== Requirement ==
Could you say how many lines in the entries contain the string "casing"? Give only that number.

== Data ==
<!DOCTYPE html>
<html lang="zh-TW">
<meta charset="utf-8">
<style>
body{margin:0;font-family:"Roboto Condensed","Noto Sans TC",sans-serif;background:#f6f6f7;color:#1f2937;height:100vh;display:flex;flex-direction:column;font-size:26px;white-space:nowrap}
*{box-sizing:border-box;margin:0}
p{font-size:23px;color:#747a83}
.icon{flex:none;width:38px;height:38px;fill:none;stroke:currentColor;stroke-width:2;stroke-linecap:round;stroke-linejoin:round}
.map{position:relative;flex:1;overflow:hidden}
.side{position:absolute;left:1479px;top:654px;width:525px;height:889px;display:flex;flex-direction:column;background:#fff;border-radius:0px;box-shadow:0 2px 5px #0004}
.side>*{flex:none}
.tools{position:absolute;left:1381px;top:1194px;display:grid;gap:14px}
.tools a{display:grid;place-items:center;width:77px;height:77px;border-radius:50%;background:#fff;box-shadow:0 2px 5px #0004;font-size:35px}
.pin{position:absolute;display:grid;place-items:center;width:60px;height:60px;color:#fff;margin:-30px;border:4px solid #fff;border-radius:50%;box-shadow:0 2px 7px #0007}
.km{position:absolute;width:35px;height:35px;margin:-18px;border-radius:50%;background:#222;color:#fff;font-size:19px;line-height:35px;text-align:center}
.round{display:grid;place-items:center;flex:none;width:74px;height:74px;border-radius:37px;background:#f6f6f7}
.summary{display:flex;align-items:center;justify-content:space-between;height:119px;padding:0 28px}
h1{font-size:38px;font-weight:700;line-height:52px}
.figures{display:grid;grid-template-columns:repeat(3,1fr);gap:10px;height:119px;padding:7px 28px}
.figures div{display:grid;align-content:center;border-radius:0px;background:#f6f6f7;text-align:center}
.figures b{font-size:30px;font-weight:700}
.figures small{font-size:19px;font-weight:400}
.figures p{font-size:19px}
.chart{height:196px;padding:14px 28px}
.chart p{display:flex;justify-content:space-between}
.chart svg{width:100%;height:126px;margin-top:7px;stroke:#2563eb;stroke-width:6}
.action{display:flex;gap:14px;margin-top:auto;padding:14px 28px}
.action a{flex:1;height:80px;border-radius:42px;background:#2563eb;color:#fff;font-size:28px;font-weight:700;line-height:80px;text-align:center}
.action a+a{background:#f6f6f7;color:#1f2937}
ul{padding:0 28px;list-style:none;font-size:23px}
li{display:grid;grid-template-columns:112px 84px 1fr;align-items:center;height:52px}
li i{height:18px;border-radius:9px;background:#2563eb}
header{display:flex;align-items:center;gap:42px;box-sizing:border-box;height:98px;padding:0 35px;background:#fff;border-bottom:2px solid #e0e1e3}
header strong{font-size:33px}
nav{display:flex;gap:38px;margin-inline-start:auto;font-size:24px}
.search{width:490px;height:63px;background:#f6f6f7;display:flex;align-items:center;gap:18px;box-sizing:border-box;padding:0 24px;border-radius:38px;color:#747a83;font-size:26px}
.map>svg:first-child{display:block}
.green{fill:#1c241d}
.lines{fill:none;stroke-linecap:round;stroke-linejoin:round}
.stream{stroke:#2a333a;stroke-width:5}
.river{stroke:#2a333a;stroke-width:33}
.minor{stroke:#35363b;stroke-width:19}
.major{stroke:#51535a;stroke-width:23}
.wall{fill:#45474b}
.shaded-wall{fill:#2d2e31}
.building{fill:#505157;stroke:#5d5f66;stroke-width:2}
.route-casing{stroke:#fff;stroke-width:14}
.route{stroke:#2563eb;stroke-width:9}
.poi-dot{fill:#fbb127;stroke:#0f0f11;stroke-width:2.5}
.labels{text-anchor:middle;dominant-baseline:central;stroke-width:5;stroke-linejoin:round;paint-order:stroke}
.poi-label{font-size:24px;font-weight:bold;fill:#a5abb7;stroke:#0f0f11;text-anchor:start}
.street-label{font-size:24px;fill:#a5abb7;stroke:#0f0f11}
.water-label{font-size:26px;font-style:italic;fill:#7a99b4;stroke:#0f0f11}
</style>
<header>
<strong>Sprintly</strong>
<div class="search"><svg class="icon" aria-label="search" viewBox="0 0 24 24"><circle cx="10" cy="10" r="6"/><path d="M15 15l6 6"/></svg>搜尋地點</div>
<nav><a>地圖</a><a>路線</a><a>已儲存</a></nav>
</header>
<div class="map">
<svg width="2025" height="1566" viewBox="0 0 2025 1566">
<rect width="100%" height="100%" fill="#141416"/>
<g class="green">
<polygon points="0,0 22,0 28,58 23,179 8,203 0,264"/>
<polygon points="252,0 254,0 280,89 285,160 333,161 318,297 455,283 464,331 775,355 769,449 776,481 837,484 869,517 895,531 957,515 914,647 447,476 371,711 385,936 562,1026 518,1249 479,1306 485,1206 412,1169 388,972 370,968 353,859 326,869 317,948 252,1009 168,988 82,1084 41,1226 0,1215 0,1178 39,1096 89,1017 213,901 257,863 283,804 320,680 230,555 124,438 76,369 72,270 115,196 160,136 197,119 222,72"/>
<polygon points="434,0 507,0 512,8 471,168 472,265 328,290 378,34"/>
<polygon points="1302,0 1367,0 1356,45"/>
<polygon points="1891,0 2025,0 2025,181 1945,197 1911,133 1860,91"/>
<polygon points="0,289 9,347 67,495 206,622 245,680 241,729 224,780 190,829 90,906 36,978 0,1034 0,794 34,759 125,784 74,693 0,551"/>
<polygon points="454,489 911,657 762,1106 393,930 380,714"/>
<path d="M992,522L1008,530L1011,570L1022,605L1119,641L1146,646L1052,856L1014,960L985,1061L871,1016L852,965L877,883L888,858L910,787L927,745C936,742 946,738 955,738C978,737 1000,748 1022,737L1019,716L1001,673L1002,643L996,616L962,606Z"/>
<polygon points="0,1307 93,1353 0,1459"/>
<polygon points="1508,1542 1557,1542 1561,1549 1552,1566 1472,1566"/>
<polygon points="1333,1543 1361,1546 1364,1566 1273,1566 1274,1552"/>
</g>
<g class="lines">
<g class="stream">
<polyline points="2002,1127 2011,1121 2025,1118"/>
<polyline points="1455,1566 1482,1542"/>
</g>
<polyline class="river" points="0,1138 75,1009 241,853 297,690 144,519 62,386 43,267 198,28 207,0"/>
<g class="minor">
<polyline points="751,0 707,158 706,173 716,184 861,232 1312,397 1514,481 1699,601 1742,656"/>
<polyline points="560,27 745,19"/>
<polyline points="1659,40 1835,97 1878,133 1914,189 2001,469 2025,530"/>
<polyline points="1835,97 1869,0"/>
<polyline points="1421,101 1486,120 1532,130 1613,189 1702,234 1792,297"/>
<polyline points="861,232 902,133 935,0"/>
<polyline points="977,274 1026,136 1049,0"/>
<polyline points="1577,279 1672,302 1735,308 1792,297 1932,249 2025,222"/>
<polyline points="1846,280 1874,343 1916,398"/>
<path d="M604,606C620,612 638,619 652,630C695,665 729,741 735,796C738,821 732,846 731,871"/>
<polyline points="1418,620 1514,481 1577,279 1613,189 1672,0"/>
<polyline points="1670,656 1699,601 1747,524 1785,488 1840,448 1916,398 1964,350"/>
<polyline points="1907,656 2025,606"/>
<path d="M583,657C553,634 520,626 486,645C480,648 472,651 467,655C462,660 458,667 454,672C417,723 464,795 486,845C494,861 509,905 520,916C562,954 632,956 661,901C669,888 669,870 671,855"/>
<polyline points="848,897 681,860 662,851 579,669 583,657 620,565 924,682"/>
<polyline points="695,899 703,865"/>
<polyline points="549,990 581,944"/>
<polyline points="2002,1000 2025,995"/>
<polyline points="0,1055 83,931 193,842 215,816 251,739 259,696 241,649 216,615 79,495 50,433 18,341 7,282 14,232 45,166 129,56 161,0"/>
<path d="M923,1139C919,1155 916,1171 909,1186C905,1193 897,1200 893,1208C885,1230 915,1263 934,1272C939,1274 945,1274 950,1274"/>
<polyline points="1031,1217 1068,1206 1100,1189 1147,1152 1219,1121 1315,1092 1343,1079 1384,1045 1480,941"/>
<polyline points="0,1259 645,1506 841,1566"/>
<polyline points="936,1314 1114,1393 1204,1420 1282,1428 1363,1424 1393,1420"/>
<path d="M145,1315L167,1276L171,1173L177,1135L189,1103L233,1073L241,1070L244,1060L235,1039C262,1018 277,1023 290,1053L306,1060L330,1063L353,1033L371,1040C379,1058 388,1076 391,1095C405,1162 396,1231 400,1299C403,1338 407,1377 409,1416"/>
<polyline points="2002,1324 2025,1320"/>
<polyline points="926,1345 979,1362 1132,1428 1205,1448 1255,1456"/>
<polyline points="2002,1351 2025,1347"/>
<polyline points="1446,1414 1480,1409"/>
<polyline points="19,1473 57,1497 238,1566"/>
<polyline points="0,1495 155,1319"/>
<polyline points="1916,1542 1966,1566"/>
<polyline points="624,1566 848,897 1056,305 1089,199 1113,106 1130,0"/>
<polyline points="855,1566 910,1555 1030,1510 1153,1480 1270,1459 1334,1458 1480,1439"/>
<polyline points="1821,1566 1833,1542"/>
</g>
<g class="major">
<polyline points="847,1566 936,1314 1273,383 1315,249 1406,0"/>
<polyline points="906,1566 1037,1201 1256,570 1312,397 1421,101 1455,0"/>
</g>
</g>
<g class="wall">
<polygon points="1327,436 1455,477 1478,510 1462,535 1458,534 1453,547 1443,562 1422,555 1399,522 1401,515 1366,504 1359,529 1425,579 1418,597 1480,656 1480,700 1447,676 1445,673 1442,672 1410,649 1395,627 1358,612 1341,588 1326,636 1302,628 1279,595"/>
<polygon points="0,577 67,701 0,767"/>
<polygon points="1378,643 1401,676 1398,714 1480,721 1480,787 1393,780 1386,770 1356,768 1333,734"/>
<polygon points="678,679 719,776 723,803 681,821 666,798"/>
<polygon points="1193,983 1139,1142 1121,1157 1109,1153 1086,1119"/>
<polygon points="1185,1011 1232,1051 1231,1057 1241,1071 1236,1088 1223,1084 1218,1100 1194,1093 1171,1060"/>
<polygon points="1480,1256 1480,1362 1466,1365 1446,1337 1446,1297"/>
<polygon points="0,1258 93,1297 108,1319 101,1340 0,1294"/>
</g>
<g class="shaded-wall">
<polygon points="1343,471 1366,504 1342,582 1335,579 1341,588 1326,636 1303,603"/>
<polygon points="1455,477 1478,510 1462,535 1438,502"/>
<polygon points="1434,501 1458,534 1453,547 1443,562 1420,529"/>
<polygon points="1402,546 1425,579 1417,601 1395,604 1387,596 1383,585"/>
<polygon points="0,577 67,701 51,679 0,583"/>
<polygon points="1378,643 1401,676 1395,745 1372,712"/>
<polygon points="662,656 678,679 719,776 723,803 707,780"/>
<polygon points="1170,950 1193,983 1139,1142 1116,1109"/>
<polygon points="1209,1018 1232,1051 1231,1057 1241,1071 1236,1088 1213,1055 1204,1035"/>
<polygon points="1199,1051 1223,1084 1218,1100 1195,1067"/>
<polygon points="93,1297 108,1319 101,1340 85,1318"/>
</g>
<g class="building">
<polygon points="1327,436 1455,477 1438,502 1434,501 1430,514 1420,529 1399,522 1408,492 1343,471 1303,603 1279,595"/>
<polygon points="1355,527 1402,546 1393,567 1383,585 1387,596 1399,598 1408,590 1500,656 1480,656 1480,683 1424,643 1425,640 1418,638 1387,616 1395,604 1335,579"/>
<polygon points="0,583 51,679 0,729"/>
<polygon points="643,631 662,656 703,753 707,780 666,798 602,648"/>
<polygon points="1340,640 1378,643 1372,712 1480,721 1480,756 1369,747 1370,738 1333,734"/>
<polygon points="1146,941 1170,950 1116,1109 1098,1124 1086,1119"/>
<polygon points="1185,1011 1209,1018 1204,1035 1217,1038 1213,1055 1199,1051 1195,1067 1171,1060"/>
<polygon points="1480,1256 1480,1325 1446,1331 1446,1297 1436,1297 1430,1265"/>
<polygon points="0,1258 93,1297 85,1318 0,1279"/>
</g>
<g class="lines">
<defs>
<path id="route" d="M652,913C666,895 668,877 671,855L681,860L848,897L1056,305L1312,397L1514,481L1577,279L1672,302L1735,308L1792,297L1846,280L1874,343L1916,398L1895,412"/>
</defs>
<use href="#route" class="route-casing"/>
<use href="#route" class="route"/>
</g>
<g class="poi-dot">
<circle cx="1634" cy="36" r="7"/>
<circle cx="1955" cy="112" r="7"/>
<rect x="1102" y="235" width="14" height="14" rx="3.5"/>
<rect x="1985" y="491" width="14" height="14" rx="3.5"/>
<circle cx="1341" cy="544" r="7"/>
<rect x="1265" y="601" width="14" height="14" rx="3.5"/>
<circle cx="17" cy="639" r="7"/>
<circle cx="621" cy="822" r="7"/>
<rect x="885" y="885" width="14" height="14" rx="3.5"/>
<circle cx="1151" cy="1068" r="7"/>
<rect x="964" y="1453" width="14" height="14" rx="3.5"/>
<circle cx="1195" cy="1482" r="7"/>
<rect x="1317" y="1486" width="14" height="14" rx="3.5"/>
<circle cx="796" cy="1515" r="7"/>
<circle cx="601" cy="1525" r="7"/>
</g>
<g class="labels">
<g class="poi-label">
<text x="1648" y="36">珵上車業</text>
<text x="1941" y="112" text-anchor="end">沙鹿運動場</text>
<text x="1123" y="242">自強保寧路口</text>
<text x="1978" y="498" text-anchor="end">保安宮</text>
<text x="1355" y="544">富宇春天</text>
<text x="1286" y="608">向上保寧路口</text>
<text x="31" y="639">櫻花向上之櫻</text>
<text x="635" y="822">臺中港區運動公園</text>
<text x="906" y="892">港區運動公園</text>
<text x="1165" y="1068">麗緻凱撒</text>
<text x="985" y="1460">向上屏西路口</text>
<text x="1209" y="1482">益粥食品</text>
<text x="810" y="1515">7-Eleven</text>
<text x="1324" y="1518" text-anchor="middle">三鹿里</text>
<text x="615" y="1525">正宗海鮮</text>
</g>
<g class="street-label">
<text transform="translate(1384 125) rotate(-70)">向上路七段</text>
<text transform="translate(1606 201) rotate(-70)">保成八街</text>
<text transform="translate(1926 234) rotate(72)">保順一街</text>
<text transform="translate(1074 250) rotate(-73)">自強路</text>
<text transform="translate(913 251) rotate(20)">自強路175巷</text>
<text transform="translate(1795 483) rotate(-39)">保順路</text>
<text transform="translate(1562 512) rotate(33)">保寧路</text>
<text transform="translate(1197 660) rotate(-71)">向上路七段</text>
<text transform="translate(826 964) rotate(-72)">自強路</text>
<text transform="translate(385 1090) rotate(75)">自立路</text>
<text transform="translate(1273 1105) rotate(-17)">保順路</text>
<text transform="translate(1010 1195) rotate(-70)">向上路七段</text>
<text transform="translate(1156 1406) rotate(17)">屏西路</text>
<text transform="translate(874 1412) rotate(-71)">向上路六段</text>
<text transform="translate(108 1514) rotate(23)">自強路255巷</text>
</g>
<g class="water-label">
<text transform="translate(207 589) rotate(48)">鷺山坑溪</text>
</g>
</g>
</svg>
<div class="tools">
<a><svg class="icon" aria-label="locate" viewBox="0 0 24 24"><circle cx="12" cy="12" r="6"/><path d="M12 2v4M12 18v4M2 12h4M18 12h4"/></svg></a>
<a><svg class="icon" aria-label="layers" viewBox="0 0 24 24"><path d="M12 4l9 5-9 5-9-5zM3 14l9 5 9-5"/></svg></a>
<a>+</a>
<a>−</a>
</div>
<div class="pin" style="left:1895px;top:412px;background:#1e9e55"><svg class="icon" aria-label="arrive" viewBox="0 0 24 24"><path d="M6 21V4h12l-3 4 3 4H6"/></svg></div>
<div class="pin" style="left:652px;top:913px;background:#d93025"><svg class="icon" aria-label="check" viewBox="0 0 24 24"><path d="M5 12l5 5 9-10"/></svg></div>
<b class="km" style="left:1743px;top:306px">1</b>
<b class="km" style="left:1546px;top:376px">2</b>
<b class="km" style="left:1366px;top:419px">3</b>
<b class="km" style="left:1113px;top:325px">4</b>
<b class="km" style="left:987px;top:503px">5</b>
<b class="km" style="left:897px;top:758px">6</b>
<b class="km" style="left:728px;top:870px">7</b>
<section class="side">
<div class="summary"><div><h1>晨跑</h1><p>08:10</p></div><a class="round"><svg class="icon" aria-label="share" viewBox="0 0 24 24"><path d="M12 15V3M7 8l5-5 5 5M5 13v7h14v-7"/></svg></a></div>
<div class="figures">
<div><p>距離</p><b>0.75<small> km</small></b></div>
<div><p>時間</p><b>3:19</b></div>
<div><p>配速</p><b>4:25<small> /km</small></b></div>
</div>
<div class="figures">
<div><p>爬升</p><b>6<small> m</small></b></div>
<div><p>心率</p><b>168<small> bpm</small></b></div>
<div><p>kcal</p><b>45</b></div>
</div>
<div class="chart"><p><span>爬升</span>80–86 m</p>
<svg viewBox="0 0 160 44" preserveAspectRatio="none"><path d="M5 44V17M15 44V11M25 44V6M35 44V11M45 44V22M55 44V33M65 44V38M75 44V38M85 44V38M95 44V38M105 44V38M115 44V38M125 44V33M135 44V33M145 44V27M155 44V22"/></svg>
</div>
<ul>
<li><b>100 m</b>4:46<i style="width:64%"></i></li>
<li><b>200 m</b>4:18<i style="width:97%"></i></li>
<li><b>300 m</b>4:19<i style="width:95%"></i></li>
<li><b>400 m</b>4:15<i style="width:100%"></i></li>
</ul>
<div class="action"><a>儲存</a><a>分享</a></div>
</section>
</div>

== Exercise answer ==
2